| Absolutely: * Avoid network and JSON serialization overhead * Perform larger refactorings or renamings without considering deployment staggering or API versioning * testing locally is far easier * Debugging in production is far easier * Useful error stack traces are included for free * Avoid (probable in my experience, at least in larger security software organizations) dependency on SecOps to make network changes to support a refactoring or introducing new components If an organization is or will pursue a FedRAMP certification, as I understand it, that organization must propose and receive approval every time data may hit a network.

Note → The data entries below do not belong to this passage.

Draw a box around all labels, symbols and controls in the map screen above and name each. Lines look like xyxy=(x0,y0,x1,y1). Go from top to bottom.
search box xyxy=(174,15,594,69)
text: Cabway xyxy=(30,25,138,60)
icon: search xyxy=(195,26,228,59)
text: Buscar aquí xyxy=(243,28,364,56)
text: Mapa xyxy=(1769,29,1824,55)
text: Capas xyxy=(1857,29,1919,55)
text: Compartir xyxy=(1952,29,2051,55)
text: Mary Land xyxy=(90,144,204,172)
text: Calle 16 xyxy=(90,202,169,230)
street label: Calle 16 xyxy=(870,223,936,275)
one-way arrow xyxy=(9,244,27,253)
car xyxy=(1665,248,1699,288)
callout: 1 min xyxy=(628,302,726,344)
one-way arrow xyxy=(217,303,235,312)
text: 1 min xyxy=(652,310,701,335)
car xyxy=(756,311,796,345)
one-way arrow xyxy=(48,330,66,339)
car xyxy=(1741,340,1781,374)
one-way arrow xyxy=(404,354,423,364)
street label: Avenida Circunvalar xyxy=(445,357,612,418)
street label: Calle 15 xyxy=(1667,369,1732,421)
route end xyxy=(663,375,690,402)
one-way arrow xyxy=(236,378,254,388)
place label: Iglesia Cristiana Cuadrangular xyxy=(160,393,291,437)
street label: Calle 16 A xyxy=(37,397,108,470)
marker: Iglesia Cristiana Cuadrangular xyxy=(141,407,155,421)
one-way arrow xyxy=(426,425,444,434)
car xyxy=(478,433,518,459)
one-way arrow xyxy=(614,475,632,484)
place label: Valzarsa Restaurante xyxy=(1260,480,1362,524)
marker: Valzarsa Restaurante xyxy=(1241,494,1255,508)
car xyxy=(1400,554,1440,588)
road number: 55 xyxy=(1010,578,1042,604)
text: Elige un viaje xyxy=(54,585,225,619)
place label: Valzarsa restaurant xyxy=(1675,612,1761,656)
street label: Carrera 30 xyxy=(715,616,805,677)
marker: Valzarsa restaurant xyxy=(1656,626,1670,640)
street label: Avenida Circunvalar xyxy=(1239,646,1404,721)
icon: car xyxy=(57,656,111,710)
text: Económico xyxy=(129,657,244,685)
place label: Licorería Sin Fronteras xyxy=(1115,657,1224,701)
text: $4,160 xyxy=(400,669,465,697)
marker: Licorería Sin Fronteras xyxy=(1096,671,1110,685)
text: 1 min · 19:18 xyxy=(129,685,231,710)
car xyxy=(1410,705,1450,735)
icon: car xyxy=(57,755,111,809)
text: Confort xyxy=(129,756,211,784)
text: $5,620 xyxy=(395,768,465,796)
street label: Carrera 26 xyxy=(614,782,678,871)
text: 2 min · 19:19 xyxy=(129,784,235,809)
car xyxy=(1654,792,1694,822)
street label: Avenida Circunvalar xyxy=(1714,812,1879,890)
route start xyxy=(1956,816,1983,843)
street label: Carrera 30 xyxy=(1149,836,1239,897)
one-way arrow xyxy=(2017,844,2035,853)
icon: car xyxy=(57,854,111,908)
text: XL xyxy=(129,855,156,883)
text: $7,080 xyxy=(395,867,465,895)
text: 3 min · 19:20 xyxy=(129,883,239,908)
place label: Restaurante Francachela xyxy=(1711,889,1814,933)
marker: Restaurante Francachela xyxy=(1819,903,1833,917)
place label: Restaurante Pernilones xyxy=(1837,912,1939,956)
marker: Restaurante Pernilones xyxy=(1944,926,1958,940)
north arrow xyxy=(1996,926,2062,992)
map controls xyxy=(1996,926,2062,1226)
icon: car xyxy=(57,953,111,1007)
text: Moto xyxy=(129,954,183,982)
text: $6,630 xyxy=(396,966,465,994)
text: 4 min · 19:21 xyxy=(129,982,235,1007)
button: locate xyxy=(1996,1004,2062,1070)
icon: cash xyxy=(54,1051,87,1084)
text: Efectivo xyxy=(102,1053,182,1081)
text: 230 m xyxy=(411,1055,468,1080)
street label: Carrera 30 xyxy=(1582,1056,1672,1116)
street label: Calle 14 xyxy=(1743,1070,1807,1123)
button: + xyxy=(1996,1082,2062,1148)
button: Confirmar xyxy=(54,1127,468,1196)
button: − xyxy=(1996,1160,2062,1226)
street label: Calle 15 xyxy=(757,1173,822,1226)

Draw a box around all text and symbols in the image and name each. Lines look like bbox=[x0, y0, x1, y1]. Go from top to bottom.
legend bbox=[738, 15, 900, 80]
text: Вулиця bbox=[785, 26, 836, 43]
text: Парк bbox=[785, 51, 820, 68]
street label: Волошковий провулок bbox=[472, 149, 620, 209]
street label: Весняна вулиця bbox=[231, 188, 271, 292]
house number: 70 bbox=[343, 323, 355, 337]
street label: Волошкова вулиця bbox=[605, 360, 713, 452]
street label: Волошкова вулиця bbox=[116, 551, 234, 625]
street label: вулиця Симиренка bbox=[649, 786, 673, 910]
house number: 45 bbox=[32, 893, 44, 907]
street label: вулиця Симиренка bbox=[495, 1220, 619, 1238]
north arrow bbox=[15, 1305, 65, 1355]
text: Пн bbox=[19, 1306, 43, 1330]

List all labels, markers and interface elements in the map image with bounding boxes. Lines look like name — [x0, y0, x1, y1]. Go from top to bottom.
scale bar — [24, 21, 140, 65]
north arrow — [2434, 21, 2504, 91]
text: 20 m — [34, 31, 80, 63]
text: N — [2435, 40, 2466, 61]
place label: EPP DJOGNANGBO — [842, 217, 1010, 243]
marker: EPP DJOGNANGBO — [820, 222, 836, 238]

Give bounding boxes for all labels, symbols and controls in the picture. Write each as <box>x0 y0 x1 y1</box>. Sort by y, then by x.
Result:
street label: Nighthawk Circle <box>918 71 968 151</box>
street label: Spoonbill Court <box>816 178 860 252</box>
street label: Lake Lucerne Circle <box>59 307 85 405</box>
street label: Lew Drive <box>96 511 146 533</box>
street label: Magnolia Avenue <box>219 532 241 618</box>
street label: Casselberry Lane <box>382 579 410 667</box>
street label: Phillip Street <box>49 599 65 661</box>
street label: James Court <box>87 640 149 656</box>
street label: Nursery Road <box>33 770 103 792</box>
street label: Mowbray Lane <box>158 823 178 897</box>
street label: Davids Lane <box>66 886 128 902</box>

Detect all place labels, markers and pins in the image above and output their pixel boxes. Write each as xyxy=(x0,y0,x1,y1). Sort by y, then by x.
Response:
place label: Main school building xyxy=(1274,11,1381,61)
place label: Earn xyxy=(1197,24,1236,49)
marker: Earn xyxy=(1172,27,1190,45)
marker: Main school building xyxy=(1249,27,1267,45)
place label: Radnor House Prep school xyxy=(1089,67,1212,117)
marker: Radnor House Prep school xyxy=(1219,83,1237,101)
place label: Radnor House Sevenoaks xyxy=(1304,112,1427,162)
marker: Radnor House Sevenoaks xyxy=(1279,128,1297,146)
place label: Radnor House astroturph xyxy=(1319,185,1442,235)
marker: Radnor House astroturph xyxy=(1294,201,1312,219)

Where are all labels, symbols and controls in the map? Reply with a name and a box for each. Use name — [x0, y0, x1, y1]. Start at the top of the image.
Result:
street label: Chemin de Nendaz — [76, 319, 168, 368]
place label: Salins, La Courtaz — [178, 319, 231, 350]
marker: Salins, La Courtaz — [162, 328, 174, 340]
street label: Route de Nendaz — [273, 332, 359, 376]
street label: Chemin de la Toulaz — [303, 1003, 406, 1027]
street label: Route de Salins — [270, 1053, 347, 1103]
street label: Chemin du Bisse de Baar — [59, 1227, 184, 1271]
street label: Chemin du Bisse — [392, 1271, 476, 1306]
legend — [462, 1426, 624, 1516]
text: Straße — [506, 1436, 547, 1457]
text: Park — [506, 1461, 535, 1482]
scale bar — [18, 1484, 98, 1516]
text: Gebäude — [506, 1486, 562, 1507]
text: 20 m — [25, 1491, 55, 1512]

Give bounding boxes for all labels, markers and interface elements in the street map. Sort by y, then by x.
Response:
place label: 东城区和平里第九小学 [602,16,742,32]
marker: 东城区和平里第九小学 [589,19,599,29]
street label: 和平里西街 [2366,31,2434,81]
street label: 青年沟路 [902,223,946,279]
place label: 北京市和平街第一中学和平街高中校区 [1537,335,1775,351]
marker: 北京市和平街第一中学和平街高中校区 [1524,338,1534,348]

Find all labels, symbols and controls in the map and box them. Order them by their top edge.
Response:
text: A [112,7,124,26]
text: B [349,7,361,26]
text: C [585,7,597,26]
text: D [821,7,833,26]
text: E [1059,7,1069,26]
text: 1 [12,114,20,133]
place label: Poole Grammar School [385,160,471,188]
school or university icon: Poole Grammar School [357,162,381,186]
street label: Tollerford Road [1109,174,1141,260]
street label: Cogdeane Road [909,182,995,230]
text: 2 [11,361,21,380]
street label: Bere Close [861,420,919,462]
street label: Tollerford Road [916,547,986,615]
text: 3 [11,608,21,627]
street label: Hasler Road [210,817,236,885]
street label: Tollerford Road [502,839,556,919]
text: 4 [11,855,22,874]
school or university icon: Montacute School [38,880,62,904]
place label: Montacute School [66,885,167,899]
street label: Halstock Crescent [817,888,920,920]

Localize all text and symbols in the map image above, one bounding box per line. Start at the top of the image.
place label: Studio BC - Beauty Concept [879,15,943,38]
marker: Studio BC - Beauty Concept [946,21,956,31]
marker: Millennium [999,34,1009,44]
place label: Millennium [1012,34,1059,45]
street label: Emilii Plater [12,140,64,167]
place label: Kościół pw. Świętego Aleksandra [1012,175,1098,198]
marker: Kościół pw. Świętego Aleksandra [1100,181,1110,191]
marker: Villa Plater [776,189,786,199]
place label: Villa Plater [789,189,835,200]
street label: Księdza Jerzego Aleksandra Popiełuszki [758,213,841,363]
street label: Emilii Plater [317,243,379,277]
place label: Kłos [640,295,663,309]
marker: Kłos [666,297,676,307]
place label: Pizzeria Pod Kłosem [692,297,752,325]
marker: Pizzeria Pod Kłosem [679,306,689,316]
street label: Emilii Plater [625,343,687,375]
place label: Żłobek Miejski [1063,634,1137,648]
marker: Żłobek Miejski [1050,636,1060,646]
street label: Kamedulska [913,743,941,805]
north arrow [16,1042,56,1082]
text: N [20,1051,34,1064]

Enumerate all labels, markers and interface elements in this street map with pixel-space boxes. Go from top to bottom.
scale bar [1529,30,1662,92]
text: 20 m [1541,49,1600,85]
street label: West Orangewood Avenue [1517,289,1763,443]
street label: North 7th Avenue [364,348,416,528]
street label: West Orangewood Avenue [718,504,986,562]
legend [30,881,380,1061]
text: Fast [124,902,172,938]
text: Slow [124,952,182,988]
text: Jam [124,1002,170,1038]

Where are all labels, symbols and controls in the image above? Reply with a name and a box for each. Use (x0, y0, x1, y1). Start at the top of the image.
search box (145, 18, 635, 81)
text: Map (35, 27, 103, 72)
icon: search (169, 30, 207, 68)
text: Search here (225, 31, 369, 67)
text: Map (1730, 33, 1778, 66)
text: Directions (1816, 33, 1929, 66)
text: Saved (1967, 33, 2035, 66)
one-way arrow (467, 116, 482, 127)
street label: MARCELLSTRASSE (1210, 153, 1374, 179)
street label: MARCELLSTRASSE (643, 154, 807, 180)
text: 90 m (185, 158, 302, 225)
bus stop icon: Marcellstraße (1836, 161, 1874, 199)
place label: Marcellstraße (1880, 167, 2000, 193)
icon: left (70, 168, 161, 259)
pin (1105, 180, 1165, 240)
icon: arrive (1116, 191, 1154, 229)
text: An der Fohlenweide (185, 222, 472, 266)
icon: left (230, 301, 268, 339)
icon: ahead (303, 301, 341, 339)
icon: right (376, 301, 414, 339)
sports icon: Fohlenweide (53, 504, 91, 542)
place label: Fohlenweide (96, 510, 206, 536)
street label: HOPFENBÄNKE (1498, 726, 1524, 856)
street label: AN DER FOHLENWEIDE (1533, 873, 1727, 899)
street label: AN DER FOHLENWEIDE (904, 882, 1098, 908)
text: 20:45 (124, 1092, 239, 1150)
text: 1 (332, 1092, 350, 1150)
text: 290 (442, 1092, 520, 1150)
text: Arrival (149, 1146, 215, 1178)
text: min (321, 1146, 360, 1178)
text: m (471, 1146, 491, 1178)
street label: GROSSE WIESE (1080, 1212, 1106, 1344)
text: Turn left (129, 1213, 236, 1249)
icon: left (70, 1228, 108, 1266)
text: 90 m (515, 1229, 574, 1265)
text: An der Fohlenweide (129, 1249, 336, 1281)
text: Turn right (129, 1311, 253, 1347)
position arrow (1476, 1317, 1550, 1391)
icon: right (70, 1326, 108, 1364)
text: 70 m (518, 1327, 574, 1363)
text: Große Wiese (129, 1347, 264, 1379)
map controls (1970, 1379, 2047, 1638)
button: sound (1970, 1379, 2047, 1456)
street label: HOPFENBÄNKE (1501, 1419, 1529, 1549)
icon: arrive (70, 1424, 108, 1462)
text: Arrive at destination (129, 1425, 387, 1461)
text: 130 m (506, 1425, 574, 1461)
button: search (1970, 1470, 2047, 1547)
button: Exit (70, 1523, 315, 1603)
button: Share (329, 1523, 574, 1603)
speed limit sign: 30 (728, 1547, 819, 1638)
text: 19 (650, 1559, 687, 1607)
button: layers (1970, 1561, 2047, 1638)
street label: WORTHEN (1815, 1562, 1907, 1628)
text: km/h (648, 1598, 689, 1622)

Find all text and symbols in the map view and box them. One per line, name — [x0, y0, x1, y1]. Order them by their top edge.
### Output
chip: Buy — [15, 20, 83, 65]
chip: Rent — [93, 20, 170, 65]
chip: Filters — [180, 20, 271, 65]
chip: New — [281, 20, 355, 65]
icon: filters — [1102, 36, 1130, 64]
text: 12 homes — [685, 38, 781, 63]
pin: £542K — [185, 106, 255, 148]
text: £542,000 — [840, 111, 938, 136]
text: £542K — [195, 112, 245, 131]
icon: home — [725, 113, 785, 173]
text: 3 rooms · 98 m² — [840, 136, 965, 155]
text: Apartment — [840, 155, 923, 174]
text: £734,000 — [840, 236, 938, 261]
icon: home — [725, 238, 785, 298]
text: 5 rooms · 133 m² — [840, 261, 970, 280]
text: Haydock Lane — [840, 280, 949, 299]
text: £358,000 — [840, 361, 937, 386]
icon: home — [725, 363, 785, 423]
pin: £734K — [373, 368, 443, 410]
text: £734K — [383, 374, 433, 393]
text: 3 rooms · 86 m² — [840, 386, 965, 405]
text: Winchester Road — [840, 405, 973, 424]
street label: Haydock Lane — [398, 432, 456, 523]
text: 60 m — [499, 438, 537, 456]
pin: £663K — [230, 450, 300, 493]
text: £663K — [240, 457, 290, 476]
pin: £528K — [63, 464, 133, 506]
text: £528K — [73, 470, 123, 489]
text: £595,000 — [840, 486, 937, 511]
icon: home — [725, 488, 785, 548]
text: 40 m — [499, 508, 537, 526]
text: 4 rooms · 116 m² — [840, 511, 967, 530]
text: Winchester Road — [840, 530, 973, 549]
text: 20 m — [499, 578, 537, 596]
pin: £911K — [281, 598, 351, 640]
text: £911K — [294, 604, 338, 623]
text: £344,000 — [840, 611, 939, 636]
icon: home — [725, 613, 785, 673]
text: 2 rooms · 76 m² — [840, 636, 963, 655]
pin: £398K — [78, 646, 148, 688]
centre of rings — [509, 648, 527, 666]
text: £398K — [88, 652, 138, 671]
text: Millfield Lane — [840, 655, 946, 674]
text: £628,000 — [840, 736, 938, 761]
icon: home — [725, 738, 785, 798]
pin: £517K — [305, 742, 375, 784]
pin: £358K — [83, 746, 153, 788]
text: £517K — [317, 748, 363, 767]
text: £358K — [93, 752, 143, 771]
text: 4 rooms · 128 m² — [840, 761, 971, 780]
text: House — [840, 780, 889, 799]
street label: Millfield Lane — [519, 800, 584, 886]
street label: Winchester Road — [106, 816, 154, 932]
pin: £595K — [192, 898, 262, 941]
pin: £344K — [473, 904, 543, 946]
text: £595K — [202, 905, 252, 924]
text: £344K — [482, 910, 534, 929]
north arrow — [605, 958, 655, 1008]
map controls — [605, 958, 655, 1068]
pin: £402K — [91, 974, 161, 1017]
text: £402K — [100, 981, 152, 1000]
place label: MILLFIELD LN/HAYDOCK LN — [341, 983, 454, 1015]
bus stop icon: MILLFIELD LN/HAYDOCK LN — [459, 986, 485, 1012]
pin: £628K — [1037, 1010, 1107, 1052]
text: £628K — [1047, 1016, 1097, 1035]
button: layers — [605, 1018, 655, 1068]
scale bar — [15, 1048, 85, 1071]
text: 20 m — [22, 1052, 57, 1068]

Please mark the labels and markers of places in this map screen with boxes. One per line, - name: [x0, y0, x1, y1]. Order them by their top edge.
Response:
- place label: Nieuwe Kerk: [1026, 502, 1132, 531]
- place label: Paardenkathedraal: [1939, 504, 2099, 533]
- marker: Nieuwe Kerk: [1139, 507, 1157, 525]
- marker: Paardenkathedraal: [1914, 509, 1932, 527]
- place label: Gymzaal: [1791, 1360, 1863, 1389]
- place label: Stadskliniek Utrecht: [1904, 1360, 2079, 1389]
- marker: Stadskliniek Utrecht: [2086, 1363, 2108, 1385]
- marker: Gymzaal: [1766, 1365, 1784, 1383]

Avoiding the network in that case may be the difference between a 50-line MR that's merged before lunch and a multi-week process involving multiple people. |
- cpu cycle overhead: this is valid if the overhead is very high or very important. otherwise, most companies would love to trade off cpu cycles for dev productivity.
- refactorings/renamings without deployment staggering. protobufs were specifically designed with this in mind, insofar as they support deprecating fields and whatnot. However, writing a deprecatable-API is a skill, even with protos. If you have many clients and want to redo everything by scratch, you will have problems.
- "testing locally" (which I take to mean integration testing locally) is the only one that requires some imagination to solve, assuming all your traffic is guarded by short-term-lease certs issued by vault or something similar. But even this is quite achievable.
- error stack traces included for free: may I introduce you to context.abort(). It's not a stack trace by default, but you can actually wrap the stack trace into the message if you so-care to. opentracing isn't quite free, in a performance sense, but in a required-eng-time-to-setup-and-maintain-sense, it is pretty cheap.
- dependency on secops to make network changes: I've never encountered this, but I bet you that a good platform team can provide a system where application teams effectively don't need to worry about this. It's impossible to overcome this challenge in an existing company that's used to doing things this way, though.